INTRODUCTION
The congenital sideroblastic anemias (CSAs) are a heterogeneous group of inherited disorders of erythropoiesis characterized by pathologic deposits of iron in the mitochondria of developing erythroblasts (Cartwright & Deiss, 1975). The genetically defined CSAs can be attributed to defects in three interrelated mitochondrial pathways: heme biosynthesis, iron-sulfur cluster assembly, and mitochondrial protein synthesis and respiration (Ducamp & Fleming, 2019). CSAs due to primary heme biosynthesis defects are the most prevalent. The most common CSA, X-linked sideroblastic anemia (XLSA), is caused by mutations in the first and rate-limiting enzyme in erythroid heme synthesis, 5-aminolevulinate synthase 2 (ALAS2), which catalyses the condensation of glycine with succinyl coenzyme A to form 5-aminolevulinic acid (ALA) in the mitochondrial matrix.
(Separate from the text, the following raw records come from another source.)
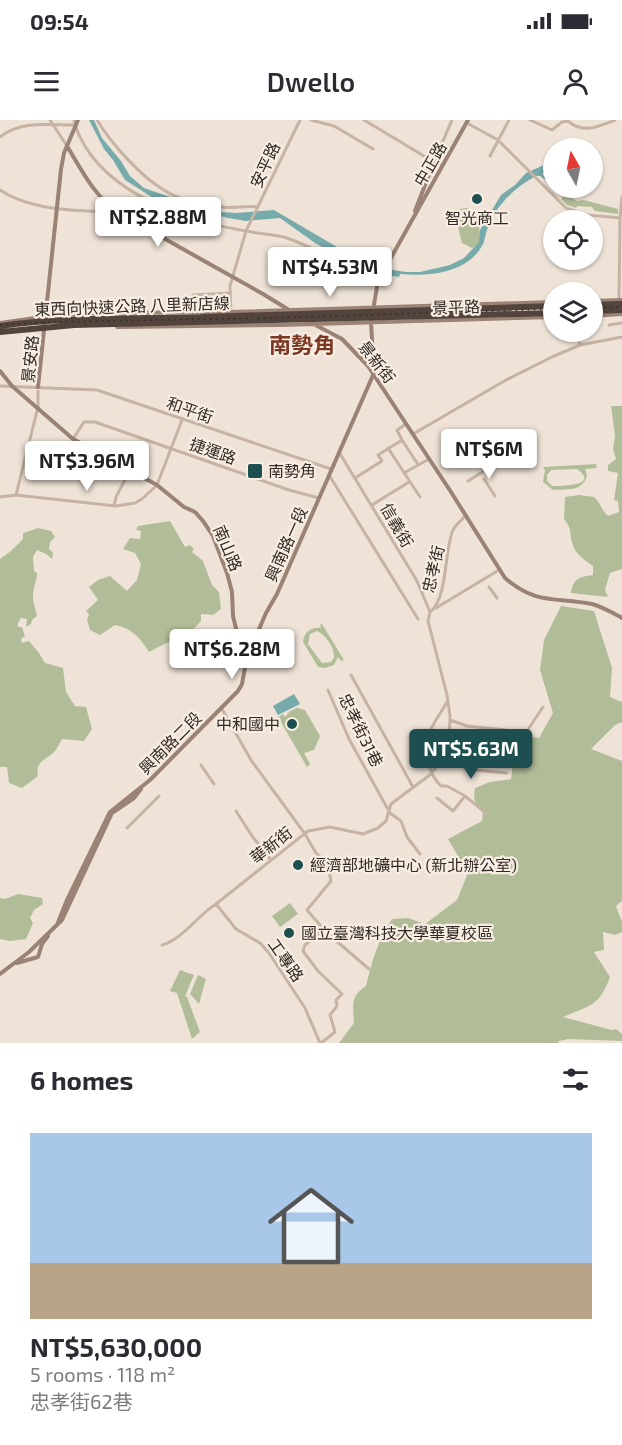 <!DOCTYPE html>
<html lang="en">
<head>
<meta charset="utf-8">
<style>
  :root { --surface:#fff; --page:#f2f2f3; --text:#2b2b33; --muted:#7c7c81; --accent:#1d4f51 }
  body { margin:0; font-family:"Exo 2","Noto Sans TC",sans-serif; background:var(--page); color:var(--text); height:100vh; display:flex; flex-direction:column; font-size:22px; white-space:nowrap }
  * { box-sizing:border-box; margin:0 }
  p { font-size:20px; color:var(--muted) }
  .icon { flex:none; width:33px; height:33px; fill:none; stroke:currentColor; stroke-width:2; stroke-linecap:round; stroke-linejoin:round }
  .map { position:relative; height:923px; overflow:hidden }
  .details { display:flex; flex-direction:column; background:var(--surface); flex:1 }
  .details>* { flex:none }
  .needle { width:39px; rotate:351deg }
  .buttons { position:absolute; left:543px; top:18px; display:grid; gap:12px }
  .buttons a { display:grid; place-items:center; width:60px; height:60px; border-radius:50%; background:var(--surface); box-shadow:0 2px 4px #0004; font-size:30px }
  .price { position:absolute; translate:-50% -51px; padding:0 14px; border-radius:6px; background:#fff; color:#222; font-size:20px; line-height:39px; filter:drop-shadow(0 2px 3px #0008) }
  .price::after { content:''; position:absolute; left:50%; top:36px; width:18px; height:14px; margin-left:-9px; background:inherit; clip-path:polygon(0 0,100% 0,50% 100%) }
  .price.on { background:var(--accent); color:#fff }
  ul { padding:0; list-style:none }
  li { display:grid; align-content:center; gap:12px; height:318px; padding:0 30px }
  li span { display:grid; place-items:center; height:186px; border-radius:0px; color:#555 }
  li>.icon { margin-inline-start:auto }
  span .icon { width:108px; height:108px; fill:#fffc; stroke-width:1 }
  li b { font-size:26px }
  h2 { display:flex; justify-content:space-between; align-items:center; height:72px; padding:0 30px; font-size:26px }
  .status { display:flex; justify-content:space-between; align-items:center; height:42px; padding:0 30px; background:var(--surface); direction:ltr }
  .status svg { height:16px; fill:currentColor }
  header { display:flex; justify-content:space-between; align-items:center; height:78px; padding:0 30px; background:var(--surface); font-size:27px; font-weight:600 }
  .map>svg:first-child { display:block }
</style>
</head>
<body>
<div class="status"><b>09:54</b><svg viewBox="0 0 49 12"><path d="M0 12V9h3v3zM5 12V6h3v6zM10 12V3h3v9zM15 12V0h3v12zM26 1h20v11H26zM47 4h2v5h-2z"/></svg></div>
<header><svg class="icon" aria-label="menu" viewBox="0 0 24 24"><path d="M4 6h16M4 12h16M4 18h16"/></svg>Dwello<svg class="icon" aria-label="person" viewBox="0 0 24 24"><circle cx="12" cy="8" r="4"/><path d="M4 21q1-7 8-7t8 7"/></svg></header>
<div class="map">
<svg width="622" height="923" viewBox="0 0 622 923">
  <rect width="100%" height="100%" fill="#efe3d7"/>
  <path fill="#b1bd98" fill-rule="evenodd" d="M565 74 577 81 584 80 618 89V94L595 91 592 87 577 86 576 88 567 85 561 79Z
    M467 88C478 93 483 115 478 125L472 128 462 123 456 99 460 89Z
    M611 286H622V449L610 453 605 470 608 477 571 473C573 458 580 457 593 455V446C586 441 575 434 573 425 568 412 574 412 564 399L565 377 579 375 594 377C601 383 601 390 608 396L619 392 618 381 614 380 618 353 608 351V345L616 339 613 329 615 316Z
    M596 344 597 348 585 349 587 356C582 372 567 369 553 370L543 362 545 350 543 347ZM577 349C601 366 560 366 552 366L547 361V355L551 350Z
    M170 401 185 427 190 425 194 429 192 432 203 441 212 465 219 472 221 489 213 495 201 494V501L190 513 182 515 149 532C140 518 132 508 115 505L100 515 90 510 87 500 89 494 86 491 98 480 89 467 98 460 110 456 127 471 137 460 141 444 135 433 123 429 130 418 140 419 141 411 136 410 138 406Z
    M38 408 51 411 55 417 50 422 49 429 53 433 52 439 46 434 37 430 33 437 34 451 37 453C37 460 35 462 34 469 31 477 35 487 37 496L32 500 31 504 26 507 27 499 21 498 18 503V507H22L25 516 21 519 22 523 29 521 39 533 45 543 63 548 66 572 75 586 86 587 92 609 84 621 62 619C60 623 57 629 54 632 45 641 35 641 38 656L22 668 9 663 7 647H0V439L11 431 23 419V413Z
    M561 486 594 491 612 548 610 577 622 582V602L615 605 591 629 622 641V781L616 786 622 802V812L615 815 603 812 604 830 594 832 610 857C599 887 590 885 563 897L612 910 616 909 622 914V921L568 919 559 921 558 923H339L354 903C353 886 350 876 366 866 372 841 378 820 392 799L408 798 425 804 457 780 468 753 448 719 482 701 483 691C474 686 473 678 475 668L490 662 511 659 514 636 526 616 539 618 553 593 540 550 544 520Z
    M322 504 344 540 341 541 338 537 334 545 325 548 318 547 303 522C304 512 311 507 321 508L320 505ZM317 511C326 515 335 528 334 538L331 542 322 543 308 524 310 514Z
    M297 588 305 590 320 616 314 630 304 633 310 644 307 647 278 597 283 594 285 597 290 591Z
    M18 774 42 778 43 784 34 790 30 798 33 803 26 819 10 821 0 819V778L5 779Z
    M290 783 298 794 280 807 272 796Z
    M180 850 194 855 185 876 187 877 200 912 192 919 177 873 170 871Z
    M198 855 206 859 199 884 190 874Z"/>
  <path fill="#77aaab" d="M89 0H94L102 18 121 41 130 56 144 68 167 76 221 92 236 93 274 90 354 137 380 148 406 152H420L450 145 464 138 479 122 480 110 501 75 515 65 526 53 553 41V47L542 54 553 65 540 56H536C515 67 494 87 487 110 485 115 485 120 483 124 469 153 428 157 400 154L399 157 386 155 377 150 355 145 315 123 280 98 246 101 228 98 155 79 125 60 113 40 104 29Z
    M294 574 300 584 278 595 273 586Z"/>
  <g fill="none" stroke-linecap="round" stroke-linejoin="round">
    <path stroke="#c6b3a4" stroke-width="3" d="M50 0 67 26
      M74 0C76 6 77 12 80 17 108 75 187 101 246 111 260 114 273 114 287 118 319 129 347 148 377 163
      M97 0C110 22 141 57 164 70 179 80 203 85 221 87 233 89 246 85 258 87
      M311 0 334 6 373 29
      M364 0 434 42 443 45
      M530 0 552 10 562 2 568 1C583 14 598 7 615 0
      M467 3 498 20 566 88 588 95 620 98
      M0 17C22 0 50 5 76 5
      M490 36 509 0
      M434 42 452 0
      M0 70C32 91 78 91 115 92
      M193 175 230 173
      M619 180 620 98 622 77
      M231 194 230 166 246 111 300 0
      M609 205 622 203
      M576 212 580 225
      M0 266 97 270 331 349
      M413 314 506 260 552 237 580 225 622 217
      M73 319 84 302H95L289 370 319 378
      M402 320 417 343
      M388 328 420 377
      M339 332 417 461 430 492
      M404 353 429 339
      M329 355 418 499
      M355 358 382 341 378 335 402 320 397 310 406 304
      M484 359 495 376
      M468 361 500 341
      M16 375 38 287V267
      M0 377 16 375 116 386 135 383 142 379 157 365 182 300
      M372 385 409 362
      M114 386 116 377 130 350
      M489 467 497 478
      M436 488 499 450
      M351 555 413 667
      M328 570 349 619 390 693 401 701 407 717 420 734
      M222 589 251 640 305 714 316 733 328 744 331 761 307 790 327 813 369 849
      M450 600 467 606 523 612 527 611 543 587
      M441 640 475 650 507 653
      M201 645 214 664
      M465 676 487 694
      M437 678 453 691 465 676 447 666H441C430 656 422 630 428 616 432 604 441 593 447 582
      M236 691 252 716 271 740
      M127 708 159 676
      M216 784 236 809 260 823 269 833 305 888 320 923
      M162 825C183 819 198 795 216 784L308 711 330 707 363 714 378 708 386 701 391 684 431 654 441 640 449 625 450 596 447 575 428 501 430 492C448 479 444 430 453 410 456 404 462 400 466 395
      M321 923 335 912 330 895 337 886 336 880 342 874 318 851 303 831 305 825 324 809"/>
    <path stroke="#9a8275" stroke-width="4" d="M67 26C82 51 94 75 117 92L263 174 294 193
      M415 91 434 42
      M592 181 622 180
      M592 196 622 194
      M308 201 342 219 368 246 451 372 505 458C536 485 556 477 592 484 603 487 613 493 622 498
      M0 203 56 195 95 193 231 192 554 182
      M117 207 280 205 554 197
      M0 251 12 266 73 319 157 365 184 387 195 392 203 401 213 416 227 453 232 472 233 496 238 517 247 536
      M38 267 61 49 64 33 78 0
      M57 805 67 780 110 692 150 660 238 571 242 564 247 537 266 493 277 474 374 253 371 202 378 161 468 0
      M17 843 38 837 42 824 48 816
      M0 854 29 832 62 800 112 693 134 678 141 669"/>
    <path stroke="#52433c" stroke-width="6" d="M592 185 622 184
      M592 191 622 190
      M0 206C69 196 135 199 204 197 320 194 437 190 554 186
      M0 212 74 205 554 193"/>
    <path stroke="#322925" stroke-width="1.5" stroke-dasharray="1.5 4.5" stroke-linecap="butt" d="M592 188 622 187
      M0 205 51 202 269 198 554 189"/>
  </g>
  <g fill="#1d4f51" stroke="#f7ede2" stroke-width="2">
    <circle cx="477" cy="79" r="6"/>
    <rect x="247" y="343" width="16" height="16" rx="3"/>
    <circle cx="292" cy="604" r="6"/>
    <circle cx="298" cy="745" r="6"/>
    <circle cx="289" cy="813" r="6"/>
  </g>
  <g text-anchor="middle" stroke-width="4.5" stroke-linejoin="round" paint-order="stroke">
    <g font-size="16" fill="#322925" stroke="#f7ede2">
      <text transform="translate(430 44) rotate(-60)" y="6">中正路</text>
      <text transform="translate(265 45) rotate(-65)" y="6">安平路</text>
      <text transform="translate(132 186) rotate(-2)" y="6">東西向快速公路 八里新店線</text>
      <text transform="translate(456 187) rotate(-2)" y="6">景平路</text>
      <text transform="translate(30 239) rotate(-84)" y="6">景安路</text>
      <text transform="translate(377 242) rotate(52)" y="6">景新街</text>
      <text transform="translate(190 290) rotate(19)" y="6">和平街</text>
      <text transform="translate(213 331) rotate(19)" y="6">捷運路</text>
      <text transform="translate(397 405) rotate(60)" y="6">信義街</text>
      <text transform="translate(286 424) rotate(-66)" y="6">興南路一段</text>
      <text transform="translate(228 428) rotate(67)" y="6">南山路</text>
      <text transform="translate(433 449) rotate(-77)" y="6">忠孝街</text>
      <text transform="translate(361 610) rotate(64)" y="6">忠孝街31巷</text>
      <text transform="translate(170 623) rotate(-45)" y="6">興南路二段</text>
      <text transform="translate(271 725) rotate(-38)" y="6">華新街</text>
      <text transform="translate(286 840) rotate(55)" y="6">工專路</text>
    </g>
    <g font-size="16" fill="#322925" stroke="#f7ede2" text-anchor="start">
      <text x="477" y="104" text-anchor="middle">智光商工</text>
      <text x="268" y="357">南勢角</text>
      <text x="280" y="610" text-anchor="end">中和國中</text>
      <text x="310" y="751">經濟部地礦中心 (新北辦公室)</text>
      <text x="301" y="819">國立臺灣科技大學華夏校區</text>
    </g>
    <g font-size="22" font-weight="bold" fill="#7d3622" stroke="#f7ede2">
      <text x="302" y="233">南勢角</text>
    </g>
  </g>
</svg>
<div class="buttons">
<a><svg class="needle" viewBox="-14 -14 28 28"><path d="M0-13l5 13h-10z" fill="#e53935"/><path d="M0 13l5-13h-10z" fill="#7c7c81"/></svg></a>
<a><svg class="icon" aria-label="locate" viewBox="0 0 24 24"><circle cx="12" cy="12" r="6"/><path d="M12 2v4M12 18v4M2 12h4M18 12h4"/></svg></a>
<a><svg class="icon" aria-label="layers" viewBox="0 0 24 24"><path d="M12 4l9 5-9 5-9-5zM3 14l9 5 9-5"/></svg></a>
</div>
<b class="price" style="left:158px;top:128px">NT$2.88M</b>
<b class="price" style="left:330px;top:178px">NT$4.53M</b>
<b class="price" style="left:489px;top:360px">NT$6M</b>
<b class="price" style="left:87px;top:372px">NT$3.96M</b>
<b class="price" style="left:232px;top:560px">NT$6.28M</b>
<b class="price on" style="left:471px;top:660px">NT$5.63M</b>
</div>
<section class="details">
<h2>6 homes<svg class="icon" aria-label="filters" viewBox="0 0 24 24"><path d="M4 7h16M4 17h16"/><circle cx="9" cy="7" r="2"/><circle cx="15" cy="17" r="2"/></svg></h2>
<ul>
<li><span style="background:linear-gradient(#a9c7e8 70%,#b9a48a 0)"><svg class="icon" aria-label="home" viewBox="0 0 24 24"><path d="M3 11l9-7 9 7M6 9v11h12V9"/></svg></span><div><b>NT$5,630,000</b><p>5 rooms · 118 m²</p><p>忠孝街62巷</p></div></li>
</ul>
</section>
</body>
</html>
More than 200 families with XLSA have been described in the literature (Bottomley & Fleming, 2014). ALAS2 is extraordinarily dependent upon high levels of glycine to ensure sufficient heme synthesis, as it has a very highKm (9.3 ± 1.2 mM) for this substrate (Bishop, Tchaikovskii, Nazarenko, & Desnick, 2013).
An autosomal recessive form due to loss-of-function mutations in SLC25A38 is the second most common form of CSA (Guernsey et al., 2009). SLC25A38 is a member of the Mitochondrial Solute Carrier Family 25 (SLC25) family of transporters (Kunji, 2004; Ruprecht & Kunji, 2020), is encoded on chromosome 3p22, and is highly and selectively expressed in erythroblasts (Guernsey et al., 2009). The yeast ortholog of SLC25A38 (yDL119c) is essential for efficient heme biosynthesis and knockdown of the orthologous proteins in zebrafish results in anemia; each of these phenotypes can be rescued by the addition of glycine or ALA (Fernandez-Murray et al., 2016; Guernsey et al., 2009). Transport studies show that yDL119c is a high affinity mitochondrial glycine importer (Lunetti et al., 2016).
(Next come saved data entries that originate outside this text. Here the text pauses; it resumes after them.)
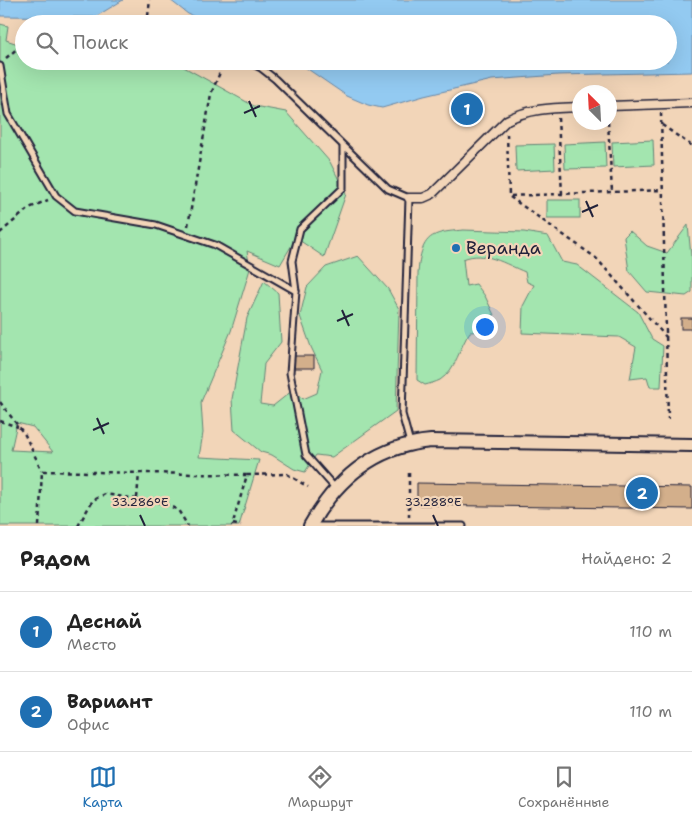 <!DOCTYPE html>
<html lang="ru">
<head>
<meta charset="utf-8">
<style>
  :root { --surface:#fff; --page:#f6f6f6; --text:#222; --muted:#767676; --line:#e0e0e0; --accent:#1f6fb2 }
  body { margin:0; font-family:"Shantell Sans",sans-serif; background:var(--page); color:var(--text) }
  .compass { position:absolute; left:572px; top:85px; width:45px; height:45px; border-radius:50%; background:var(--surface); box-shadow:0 5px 20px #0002; rotate:336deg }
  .you { position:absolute; left:484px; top:326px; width:18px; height:18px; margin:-12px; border:4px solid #fff; border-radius:50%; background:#1a73e8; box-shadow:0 0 0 8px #1a73e833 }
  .badge { display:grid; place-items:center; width:32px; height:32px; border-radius:50%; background:var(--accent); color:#fff; font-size:16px; font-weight:700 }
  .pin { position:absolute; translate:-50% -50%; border:2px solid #fff; box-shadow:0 1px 5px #0006 }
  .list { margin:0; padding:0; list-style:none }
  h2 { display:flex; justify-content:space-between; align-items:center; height:65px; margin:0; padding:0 20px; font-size:21px }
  h2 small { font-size:16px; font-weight:400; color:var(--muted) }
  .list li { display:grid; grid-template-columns:32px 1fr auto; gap:15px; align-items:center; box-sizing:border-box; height:80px; padding:0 20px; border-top:1px solid var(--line) }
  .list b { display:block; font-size:19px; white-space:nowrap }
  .list p { margin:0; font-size:16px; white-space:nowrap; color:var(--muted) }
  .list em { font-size:16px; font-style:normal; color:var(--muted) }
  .icon { flex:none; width:28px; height:28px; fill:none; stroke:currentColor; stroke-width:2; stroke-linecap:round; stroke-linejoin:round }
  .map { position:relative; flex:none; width:692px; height:526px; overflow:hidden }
  .search { position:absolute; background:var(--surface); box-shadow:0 5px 20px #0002; left:15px; right:15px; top:15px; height:55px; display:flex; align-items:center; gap:12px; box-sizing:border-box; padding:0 18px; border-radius:28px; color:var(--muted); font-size:19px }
  .sheet { height:225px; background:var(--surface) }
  nav { display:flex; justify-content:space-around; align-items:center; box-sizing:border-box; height:70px; border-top:1px solid var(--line); background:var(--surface); font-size:14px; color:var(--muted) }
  nav a { display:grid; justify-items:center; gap:2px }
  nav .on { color:var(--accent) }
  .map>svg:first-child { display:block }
</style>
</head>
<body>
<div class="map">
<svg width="692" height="526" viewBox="0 0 692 526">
  <rect width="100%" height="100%" fill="#f2d5b8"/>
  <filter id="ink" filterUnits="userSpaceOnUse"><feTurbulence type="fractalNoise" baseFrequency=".02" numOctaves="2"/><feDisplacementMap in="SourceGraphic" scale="10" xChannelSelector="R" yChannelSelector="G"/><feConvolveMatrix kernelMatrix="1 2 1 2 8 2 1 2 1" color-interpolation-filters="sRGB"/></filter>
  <g filter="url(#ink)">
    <g fill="#a3e5af" stroke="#628475" fill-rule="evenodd">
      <path d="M0 24 8 26 6 40 24 46V61H173L254 106 286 112 330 162 346 194 324 257 296 238 280 265 247 251 250 269 231 331 201 402 203 433 199 457 259 460 239 526H0ZM17 423 33 427 53 452 11 450Z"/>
      <path d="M653 140 654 165 613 167 612 142Z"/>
      <path d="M605 142 606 168 565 169 564 144Z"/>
      <path d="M554 144 555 169 516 171 515 145Z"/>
      <rect x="547" y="200" width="33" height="18"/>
      <path d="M688 225 691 256H692V292L686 296 647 292 629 271 624 237 630 231 647 246 667 253Z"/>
      <path d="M463 230 524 232 548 236 562 262 577 265 638 312 652 339 663 346 661 387H650L647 377 630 379 636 347 619 337 522 333 523 306 534 285 527 282 525 272C505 264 485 250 463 259L466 286 476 284 485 296 494 315 485 331 470 332C459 347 457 369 440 380 436 382 429 384 425 385L417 380 418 274C419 261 421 240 435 235 443 231 455 231 463 230Z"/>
      <path d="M358 256 388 289 399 309 396 411 332 457 316 455 305 472 294 469 272 455 261 452 234 430 232 399 247 318 264 281 278 293 281 342 264 364 260 404 273 406 293 390 303 399 317 393 322 370 311 347 300 316 307 287 326 267Z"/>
    </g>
    <g fill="#93caf1" stroke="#6687a8">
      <path d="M0 0H123L95 17 0 16Z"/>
      <path d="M170 0H692V72L558 75 492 80 424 96 382 108 368 105 347 96 296 61H668V24H212L188 14Z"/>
    </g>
    <g fill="#d3af8b" stroke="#22223b">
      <rect x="681" y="318" width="11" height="11"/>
      <rect x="294" y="356" width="20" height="12"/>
      <path d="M417 483 692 487V509L417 505Z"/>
    </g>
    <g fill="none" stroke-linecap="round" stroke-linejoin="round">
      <defs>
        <g id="service">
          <path d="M247 61 261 68 275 79 388 189 409 198 402 414 410 443"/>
          <path d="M0 66 8 114 56 196 75 211 156 225 215 245 296 291"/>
          <path d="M336 489 306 455 290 373 296 291 292 261 300 229 343 188V147"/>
          <path d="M313 526H463"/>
        </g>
        <g id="pedestrian">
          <path d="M610 106 692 103"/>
          <path d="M409 198H423L432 194 507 120C530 108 554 108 580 107"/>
        </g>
        <path id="tertiary" d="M310 526C337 478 375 446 431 441L692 445"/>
      </defs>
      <use href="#service" stroke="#22223b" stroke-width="9"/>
      <use href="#pedestrian" stroke="#22223b" stroke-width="11"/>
      <use href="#tertiary" stroke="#22223b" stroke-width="16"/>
      <g stroke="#22223b" stroke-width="2.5" stroke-dasharray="4 4" stroke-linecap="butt">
        <path d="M147 24 150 0"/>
        <path d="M6 58 24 43"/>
        <path d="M661 113 668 419"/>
        <path d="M558 118 562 194"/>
        <path d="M608 122 612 192"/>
        <path d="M662 125 692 146"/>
        <path d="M507 134 509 196 663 190"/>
        <path d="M510 197 596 258 667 338"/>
        <path d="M188 226 211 94 221 70 219 61"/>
        <path d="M0 233 29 208 48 200"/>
        <path d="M0 402 25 435 42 471"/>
        <path d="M0 421 18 427"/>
        <path d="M247 475 287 474 308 487"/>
        <path d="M137 498 139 473"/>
        <path d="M409 517V471"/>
        <path d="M233 524 241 526"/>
        <path d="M39 526 42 471 247 475 232 526"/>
        <path d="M78 526 93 500 105 494 163 503 178 510 188 526"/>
      </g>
      <use href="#service" stroke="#f2d5b8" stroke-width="5"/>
      <use href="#pedestrian" stroke="#f2d5b8" stroke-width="8"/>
      <use href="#tertiary" stroke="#f2d5b8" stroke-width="12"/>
    </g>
  </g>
  <path fill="none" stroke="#22223b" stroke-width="2" d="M249 101 256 117M244 113 260 106M586 201 593 217M582 212 598 205M342 310 349 326M337 321 353 314M97 418 104 434M93 430 109 423M140 515 145 526M433 515 438 526"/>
  <circle fill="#1f6fb2" stroke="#f2d5b8" stroke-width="2" cx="456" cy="248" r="5"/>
  <g text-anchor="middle" stroke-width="4.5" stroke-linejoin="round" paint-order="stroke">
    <g font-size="18" fill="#22223b" stroke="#f2d5b8" text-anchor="start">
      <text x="466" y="254">Веранда</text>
    </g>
  </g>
  <g font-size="12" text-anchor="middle" fill="#22223b" stroke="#f2d5b8" stroke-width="4.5" stroke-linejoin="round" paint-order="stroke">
    <text x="140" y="506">33.286°E</text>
    <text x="433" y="506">33.288°E</text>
  </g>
</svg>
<svg class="compass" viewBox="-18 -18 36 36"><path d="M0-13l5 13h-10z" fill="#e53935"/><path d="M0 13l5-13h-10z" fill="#767676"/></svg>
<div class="you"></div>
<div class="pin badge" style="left:467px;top:109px">1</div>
<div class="pin badge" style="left:642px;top:493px">2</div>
<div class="search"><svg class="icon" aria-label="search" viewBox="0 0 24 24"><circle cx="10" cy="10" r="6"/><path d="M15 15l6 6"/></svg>Поиск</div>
</div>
<section class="sheet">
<h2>Рядом<small>Найдено: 2</small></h2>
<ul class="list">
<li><span class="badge">1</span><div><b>Деснай</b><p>Место</p></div><em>110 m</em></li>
<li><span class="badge">2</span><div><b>Вариант</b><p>Офис</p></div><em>110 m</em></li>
</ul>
</section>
<nav>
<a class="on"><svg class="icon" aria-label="map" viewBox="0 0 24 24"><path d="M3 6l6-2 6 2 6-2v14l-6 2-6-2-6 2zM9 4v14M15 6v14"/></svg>Карта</a>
<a><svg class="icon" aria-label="directions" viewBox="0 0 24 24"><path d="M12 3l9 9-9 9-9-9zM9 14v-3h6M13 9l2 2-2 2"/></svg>Маршрут</a>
<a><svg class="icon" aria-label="saved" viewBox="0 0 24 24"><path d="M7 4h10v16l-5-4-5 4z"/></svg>Сохранённые</a>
</nav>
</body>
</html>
While the severity of the anemia is generally far more profound than XLSA, consistent with the shared interruption of heme synthesis, the morphologic features of the blood and bone marrow in the SLC25A38 anemia are highly reminiscent of XLSA and characterized by a reticulocytopenic, hypochromic, microcytic anemia with a very wide red blood cell distribution width (RDW) and ring sideroblasts (RS) predominantly found in later erythroid precursors. To date, 69 families and a total of 36 different causative SLC25A38 mutations have been described (W. An et al., 2015; W. B. An et al., 2019; Andolfo et al., 2020; Fouquet et al., 2019; Guernsey et al., 2009; Kakourou et al., 2016; Kannengiesser et al., 2011; Kim, Shah, Bottomley, & Shah, 2018; Kucerova et al., 2011; Le Rouzic et al., 2017; Liu et al., 2013; Mehri et al., 2018; Ravindra et al., 2020; Shefer Averbuch et al., 2018; Ulirsch et al., 2019; Uminski et al., 2020; Wong et al., 2015). Here we describe the clinical phenotypes and genotypes of an additional 31 individuals from 24 families, including 11 novel mutations. We also review the spectrum of mutations and genotypes associated with the disease, including describing the unique localization of missense (MS) mutations in transmembrane (TM) domains and account for the reoccurrence of several alleles in different populations.